I got back to Wobulenzi, did my normal market shopping, and then biked back to Luteete. I got back and unloaded all of my bags at home. Surprisingly, the electricity was on early today and I turned my laptop on. Instead of marathoning tv shows on my external hard drive, I decided to walk and talk with my neighbors. One of the girls asked me if I knew how to split firewood. I responded that I didn’t and she proceeded to show me how. I was laughably bad; bad enough that I gained an audience of village children who were pointing at my mistakes and joking about my bad form.
I too thought that it was hilarious. It wasn’t lost on me that I give them such a hard time when they have trouble understanding technology or dealing with something foreign to them that I deserved being mocked for what is considered a basic skill here. I was really bad. It got to the point where I completely missed the log at one point. Fortunately, my neighbor Godfrey showed me the correct way to hold and swing the axe. After a few swings I was able to split the log with a moderate amount of effort. It felt so good to cut wood, since I had never really done it before.

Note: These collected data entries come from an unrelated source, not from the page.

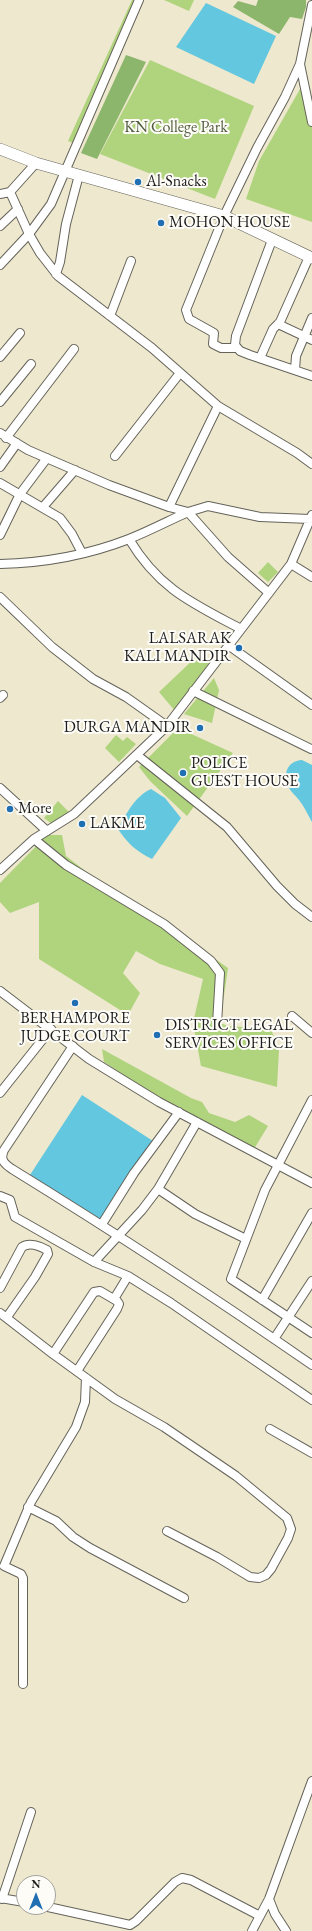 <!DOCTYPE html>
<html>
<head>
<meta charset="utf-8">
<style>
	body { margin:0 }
	#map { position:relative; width:312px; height:1931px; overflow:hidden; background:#ede8ce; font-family:"EB Garamond",serif }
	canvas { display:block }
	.north { position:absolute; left:16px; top:1875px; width:40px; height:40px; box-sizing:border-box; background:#fdfcf7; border:1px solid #a3a29f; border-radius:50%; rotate:0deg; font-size:11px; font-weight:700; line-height:16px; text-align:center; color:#1c1c1c }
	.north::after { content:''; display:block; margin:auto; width:14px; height:18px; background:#1f6fb2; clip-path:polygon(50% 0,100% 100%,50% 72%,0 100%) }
</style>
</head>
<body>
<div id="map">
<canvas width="312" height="1931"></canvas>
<div class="north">N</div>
</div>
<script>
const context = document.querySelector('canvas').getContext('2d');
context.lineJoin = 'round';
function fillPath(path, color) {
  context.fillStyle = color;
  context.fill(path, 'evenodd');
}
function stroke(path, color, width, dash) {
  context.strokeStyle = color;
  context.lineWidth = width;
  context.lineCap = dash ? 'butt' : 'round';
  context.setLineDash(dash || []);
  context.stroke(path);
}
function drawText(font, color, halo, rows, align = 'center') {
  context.font = font + ' "EB Garamond",serif';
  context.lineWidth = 4;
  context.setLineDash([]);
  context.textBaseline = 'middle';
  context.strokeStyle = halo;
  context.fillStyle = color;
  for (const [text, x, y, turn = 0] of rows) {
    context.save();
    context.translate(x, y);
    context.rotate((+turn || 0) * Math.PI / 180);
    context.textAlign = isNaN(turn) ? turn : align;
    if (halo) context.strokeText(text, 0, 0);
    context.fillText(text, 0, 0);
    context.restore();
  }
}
const green = new Path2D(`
	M132,0H140L75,144L68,141Z
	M164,0H194L189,11Z
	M150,60L254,106L215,199L100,154Z
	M304,82L312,117V222L246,199L259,161Z
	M268,562L278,572L268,582L258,573Z
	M196,657L209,663L175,711L159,692Z
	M214,678L219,690L212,723L184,714Z
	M178,728L233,753L187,816L150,781L139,767Z
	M116,735L123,741L127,737L136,744L119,762L105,748Z
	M58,801L70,813L56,827L44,818Z
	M47,835H62L66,856L106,887L153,915L228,968L220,1023L228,1026L271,1029L279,1050L277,1087L201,1066L193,1023L203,979L160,964L136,951L123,973L140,993L128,1015L39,959V902L10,913L0,902V883Z
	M102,1049L191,1098L202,1102L209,1113L235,1122L249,1115L268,1126L254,1149L160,1099L104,1062Z`);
const forest = new Path2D(`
	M258,0H306V7L302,19L290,17L279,34L233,7L238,1L256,6Z
	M126,55L146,62L97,159L81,153Z`);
const water = new Path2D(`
	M206,3L276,36L254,84L176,47Z
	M302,760L312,765V822C308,815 304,806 299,800C296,796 291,792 289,788C282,775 287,761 302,760Z
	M151,789L165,798L181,818L152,859C137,852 127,843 118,829C127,813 134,797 151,789Z
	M82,1095L153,1141L103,1224L28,1178Z`);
const street = new Path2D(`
	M300,64L312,122
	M10,192L29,234L40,253L58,276L152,348L218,406L297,453L312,464
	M0,194L10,192L36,163
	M0,226L18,209
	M272,240L236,336L235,345L240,351L250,355L312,376
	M0,265L29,234L51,204L139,0
	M56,274L60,262L66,224L79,175
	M110,316L131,261
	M278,324L312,340
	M237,348H221L213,344L214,333L189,319L186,310L224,216L257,148L285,97L300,64L312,5
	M0,357L20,333
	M260,358L273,329L280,322L309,257
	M295,370L296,356L312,318
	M0,402L31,364
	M0,433L28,450L51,460L109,485L169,507L188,512L208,506L260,517L310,519
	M6,438L74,349
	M115,456L180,373
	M0,467L17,443
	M0,483L60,518L72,534L82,553
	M43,507L75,470
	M169,507L218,406
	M0,535L20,494L47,458
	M129,539C159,589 192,603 241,629
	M0,564C43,563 88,555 129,539C149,531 168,521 188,512L228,557L269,593
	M291,564L312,577
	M0,597L52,647L93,679L126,697L167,726
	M228,645L312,705
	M193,691L311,749
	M0,698L3,695
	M137,755L227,827L277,886L295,904L312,917
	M0,788L47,831
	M34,839L66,865L164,924L211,961L220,973L217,1024
	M0,870L34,839L74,814L167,726L291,564L312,515
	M0,991L89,1059L159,1102L312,1183
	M292,1016L312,1033
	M73,1046L4,1150C0,1159 3,1163 12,1169C114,1232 214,1297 312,1365
	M0,1093L51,1029
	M312,1100L265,1190L231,1279L312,1333
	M158,1189L195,1214L246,1239
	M0,1196L10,1200L15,1217L94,1262L128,1276L171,1303L312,1400
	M102,1224L134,1173L179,1112
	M94,1262L142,1210L158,1189L197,1122
	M0,1288L22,1247C29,1242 40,1246 47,1250L48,1254L35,1277L7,1317
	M114,1299L128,1276
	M262,1300L312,1213
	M0,1313L53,1354L115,1399L164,1427L236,1476L287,1518L291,1529L288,1538L271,1569L266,1575L259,1578L250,1577L217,1557L167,1531
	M274,1339L312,1281
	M53,1354L94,1292L100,1291L117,1301L119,1304L117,1309L77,1371
	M270,1429L312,1453
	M28,1507L56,1521L73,1537L90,1548L184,1598
	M23,1684V1578L21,1574L4,1566L31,1502L76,1427L85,1402L86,1378
	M0,1898L24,1902
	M2,1899L31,1812
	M269,1899L275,1914L286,1931
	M48,1907L130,1925L136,1921L175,1882L182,1878L191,1880L260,1916
	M252,1931L269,1899L312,1781`);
const secondary = new Path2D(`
	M0,149L36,163L224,216L312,258`);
const markers = [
	[138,182,4,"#1f6fb2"],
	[161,223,4,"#1f6fb2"],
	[239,648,4,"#1f6fb2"],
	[200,728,4,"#1f6fb2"],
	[183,773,4,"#1f6fb2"],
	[10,809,4,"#1f6fb2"],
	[82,824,4,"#1f6fb2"],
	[75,1003,4,"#1f6fb2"],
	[157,1035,4,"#1f6fb2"]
];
const parkNames = [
	["KN College Park",176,128]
];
const poiNames = [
	["Al-Snacks",146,182],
	["MOHON HOUSE",169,223],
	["LALSARAK",231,639,"right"],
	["KALI MANDIR",231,657,"right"],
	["DURGA MANDIR",192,728,"right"],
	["POLICE",191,764],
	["GUEST HOUSE",191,782],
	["More",18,809],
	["LAKME",90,824],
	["BERHAMPORE",75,1019,"center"],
	["JUDGE COURT",75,1037,"center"],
	["DISTRICT LEGAL",165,1026],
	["SERVICES OFFICE",165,1044]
];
fillPath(green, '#b0d47d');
fillPath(forest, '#8cb66c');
fillPath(water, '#62c7df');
stroke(street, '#65635a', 10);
stroke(secondary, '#65635a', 12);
stroke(street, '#fff', 8);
stroke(secondary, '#fff', 11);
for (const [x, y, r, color] of markers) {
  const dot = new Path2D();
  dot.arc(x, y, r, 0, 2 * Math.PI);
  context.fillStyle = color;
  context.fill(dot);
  stroke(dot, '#fdfcf7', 1.5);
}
drawText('16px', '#505c3e', '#fdfcf7', parkNames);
drawText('16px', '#1c1c1c', '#fdfcf7', poiNames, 'left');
</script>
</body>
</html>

Maybe it’s something to do with being a guy, but I feel like splitting wood is a fun chore. I get some instant gratification from swinging the axe at a hunk of dead tree, and chop it into smaller pieces that the womenfolk can use to cook. I’m kidding of course about that last part, but still it was very gratifying to cut wood the old-fashioned way. I thanked my neighbors and informed them that they should let me know the next time they will cut firewood.
Before I knew it the week was already over. I had travelled hundreds of kilometers, cooked many dishes, and interacted with a multitude of people in a variety of situations and locations. It gets to the point where I feel that I live more in a week here than I could ever hope to live in a month back in the United States. I’m actually struggling to find a way to poignantly end this blog post, but I believe that in this case it’s almost impossible to succinctly summarize what I experienced in the past week. Once again there are no words that can capture these experiences. Simply put, the adventure continues.